Contact: newsroom@ci.irs.gov

James H. Cox, of Kentucky, has been sentenced to 3.5 years in federal prison after pleading guilty to two counts of wire fraud, one count of filing a false federal income tax return, and two counts of failure to file a federal income tax return.

According to court documents, Cox worked as the Parts Manager for a multi-state business from March 2015 to November 2020. During that time, Cox was responsible for ordering parts, signing for them when they arrived, and logging them into inventory.

From 2018 to 2020, Cox used his position to fraudulently order parts and products that the business did not need using funds belonging to the business. Cox then stole the products, including HVAC units and LED display kits, from the business and sold them on eBay without authorization. He received payment via PayPal and used the proceeds from the sales for his own personal benefit. Cox also failed to disclose to potential buyers that the listed products were stolen, which violates eBay's User Agreement.

In total, Cox sold approximately 400 stolen items on eBay, resulting in a total loss of $431,557.61 to his employer.

Additionally, Cox did not report the income from these sales on his 2018 tax return and failed to file returns for 2019 and 2020. The total tax loss to the U.S. government amounted to $106,690.00.

"Criminals who abuse positions of trust to lie and steal must be held accountable," said U.S. Attorney for the Southern District of Indiana, Zachary A. Myers. "Our office is committed to working with the IRS, FBI, and the U.S. Secret Service to identify individuals engaged in fraudulent schemes and ensure they are held accountable for their actions. The sentence imposed here demonstrates that fraud and tax crimes are serious violations that can result in significant terms in federal prison."

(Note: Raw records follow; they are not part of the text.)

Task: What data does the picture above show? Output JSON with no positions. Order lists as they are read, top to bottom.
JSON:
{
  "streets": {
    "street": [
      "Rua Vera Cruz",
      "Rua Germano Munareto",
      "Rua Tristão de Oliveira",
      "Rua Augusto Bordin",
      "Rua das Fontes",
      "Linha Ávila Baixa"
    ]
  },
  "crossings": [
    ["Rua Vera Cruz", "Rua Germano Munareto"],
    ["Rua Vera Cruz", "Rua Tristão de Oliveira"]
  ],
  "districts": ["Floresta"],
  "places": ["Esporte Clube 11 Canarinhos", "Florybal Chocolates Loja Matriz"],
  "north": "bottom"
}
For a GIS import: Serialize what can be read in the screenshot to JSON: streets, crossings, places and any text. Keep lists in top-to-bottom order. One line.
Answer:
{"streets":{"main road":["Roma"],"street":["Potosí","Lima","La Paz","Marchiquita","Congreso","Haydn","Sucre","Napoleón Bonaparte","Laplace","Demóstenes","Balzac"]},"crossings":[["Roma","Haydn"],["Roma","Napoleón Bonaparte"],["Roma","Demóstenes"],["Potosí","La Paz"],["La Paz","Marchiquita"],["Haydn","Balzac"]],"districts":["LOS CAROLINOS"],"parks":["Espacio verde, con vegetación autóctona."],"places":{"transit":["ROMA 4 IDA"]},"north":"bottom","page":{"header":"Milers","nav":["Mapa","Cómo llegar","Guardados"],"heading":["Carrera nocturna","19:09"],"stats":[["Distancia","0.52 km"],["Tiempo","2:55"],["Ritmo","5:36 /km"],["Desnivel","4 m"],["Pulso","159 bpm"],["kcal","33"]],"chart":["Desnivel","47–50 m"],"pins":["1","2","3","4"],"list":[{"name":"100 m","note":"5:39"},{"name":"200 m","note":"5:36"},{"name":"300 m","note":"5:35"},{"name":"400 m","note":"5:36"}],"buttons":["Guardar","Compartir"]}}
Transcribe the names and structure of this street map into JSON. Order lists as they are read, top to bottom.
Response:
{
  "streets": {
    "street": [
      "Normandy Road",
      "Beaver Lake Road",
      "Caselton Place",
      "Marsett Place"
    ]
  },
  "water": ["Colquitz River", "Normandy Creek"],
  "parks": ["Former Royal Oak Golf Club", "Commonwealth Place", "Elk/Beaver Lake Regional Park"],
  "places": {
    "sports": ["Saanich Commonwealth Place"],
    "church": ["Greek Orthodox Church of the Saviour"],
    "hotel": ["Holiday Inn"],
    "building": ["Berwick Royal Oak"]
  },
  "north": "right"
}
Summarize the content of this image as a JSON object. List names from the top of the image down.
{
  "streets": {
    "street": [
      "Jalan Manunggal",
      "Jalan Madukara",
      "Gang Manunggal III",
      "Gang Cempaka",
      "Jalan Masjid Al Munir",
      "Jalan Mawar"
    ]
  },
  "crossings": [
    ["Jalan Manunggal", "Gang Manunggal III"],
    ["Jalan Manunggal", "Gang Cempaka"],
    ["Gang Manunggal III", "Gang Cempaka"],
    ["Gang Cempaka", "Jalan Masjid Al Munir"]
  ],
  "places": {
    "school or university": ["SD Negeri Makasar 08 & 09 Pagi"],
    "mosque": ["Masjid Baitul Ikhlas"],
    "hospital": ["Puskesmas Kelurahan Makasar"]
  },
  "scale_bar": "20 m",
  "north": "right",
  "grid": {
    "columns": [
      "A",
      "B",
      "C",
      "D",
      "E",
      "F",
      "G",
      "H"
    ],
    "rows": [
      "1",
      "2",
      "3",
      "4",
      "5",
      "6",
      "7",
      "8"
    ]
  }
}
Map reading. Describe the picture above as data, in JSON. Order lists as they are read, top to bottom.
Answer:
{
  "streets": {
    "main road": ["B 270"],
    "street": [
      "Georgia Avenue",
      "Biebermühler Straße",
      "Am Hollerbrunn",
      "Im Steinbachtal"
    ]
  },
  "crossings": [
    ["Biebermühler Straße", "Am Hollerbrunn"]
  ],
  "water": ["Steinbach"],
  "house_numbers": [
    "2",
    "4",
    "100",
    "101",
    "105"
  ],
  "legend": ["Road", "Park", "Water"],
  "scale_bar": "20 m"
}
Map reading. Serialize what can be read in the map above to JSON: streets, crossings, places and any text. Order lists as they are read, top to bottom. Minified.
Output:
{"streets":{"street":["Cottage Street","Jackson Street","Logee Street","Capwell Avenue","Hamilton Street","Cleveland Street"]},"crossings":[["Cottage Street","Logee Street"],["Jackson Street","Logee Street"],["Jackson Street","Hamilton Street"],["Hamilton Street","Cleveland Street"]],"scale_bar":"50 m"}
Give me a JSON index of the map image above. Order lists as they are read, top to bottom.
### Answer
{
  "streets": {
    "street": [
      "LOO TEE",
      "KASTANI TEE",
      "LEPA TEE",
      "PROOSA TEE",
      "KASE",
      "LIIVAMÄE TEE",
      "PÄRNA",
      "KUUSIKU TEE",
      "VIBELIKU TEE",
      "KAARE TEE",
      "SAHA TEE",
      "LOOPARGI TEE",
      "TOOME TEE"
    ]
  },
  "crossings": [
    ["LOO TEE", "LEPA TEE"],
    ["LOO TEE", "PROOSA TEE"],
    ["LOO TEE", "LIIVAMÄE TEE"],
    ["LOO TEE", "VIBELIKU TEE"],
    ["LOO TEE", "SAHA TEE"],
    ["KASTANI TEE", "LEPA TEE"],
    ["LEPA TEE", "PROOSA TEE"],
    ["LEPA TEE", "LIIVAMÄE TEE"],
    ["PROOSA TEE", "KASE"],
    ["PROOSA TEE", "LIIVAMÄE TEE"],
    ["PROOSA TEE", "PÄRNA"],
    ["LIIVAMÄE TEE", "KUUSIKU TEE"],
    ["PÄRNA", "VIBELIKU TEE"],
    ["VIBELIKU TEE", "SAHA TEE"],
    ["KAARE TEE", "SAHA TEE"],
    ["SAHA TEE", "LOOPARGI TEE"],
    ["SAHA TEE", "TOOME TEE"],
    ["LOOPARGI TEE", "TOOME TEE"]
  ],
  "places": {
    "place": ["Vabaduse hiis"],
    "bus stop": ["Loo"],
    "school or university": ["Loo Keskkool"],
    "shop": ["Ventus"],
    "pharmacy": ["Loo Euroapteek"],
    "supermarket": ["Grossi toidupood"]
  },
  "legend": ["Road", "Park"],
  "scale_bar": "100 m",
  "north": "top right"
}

"IRS-Criminal Investigation enforces the nation's tax laws to ensure everyone pays their fair share," said Justin Campbell, Special Agent in Charge of IRS-Criminal Investigation, Chicago Field Office. "This case highlights that even stolen income is taxable. We would like to express our gratitude to the United States Attorney's office for their support in the prosecution of this case."

"Today's sentencing is a reminder that financial crimes are not victimless crimes," said Special Agent in Charge Jeffrey R. Adams, U. S. Secret Service – Indianapolis Field Office. "The defendant victimized his employer for his own personal gain. The Secret Service will continue to investigate and pursue prosecution of those who engage in financial fraud."

"Companies should be able to trust their employees not to abuse their position and steal from them for their own self-enrichment," said FBI Indianapolis Special Agent in Charge Herbert J. Stapleton. "This sentence should serve as a reminder that illegal practices will not be tolerated and the FBI and our partners will continue to aggressively pursue those who exploit others out of sheer greed and selfishness."

The Internal Revenue Service, Federal Bureau of Investigation, and Secret Service investigated this case. The sentence was imposed by U.S. District Court Judge Richard L. Young. Judge Young also ordered that Cox be supervised by the U.S. Probation Office for 3 years following his release from federal prison and pay $82,482.11 to the employer, $349,075.50 to the employer's insurance company, and $106,690 to the IRS.

U.S. Attorney Myers thanked Assistant United States Attorney Matthew B. Miller, who prosecuted this case.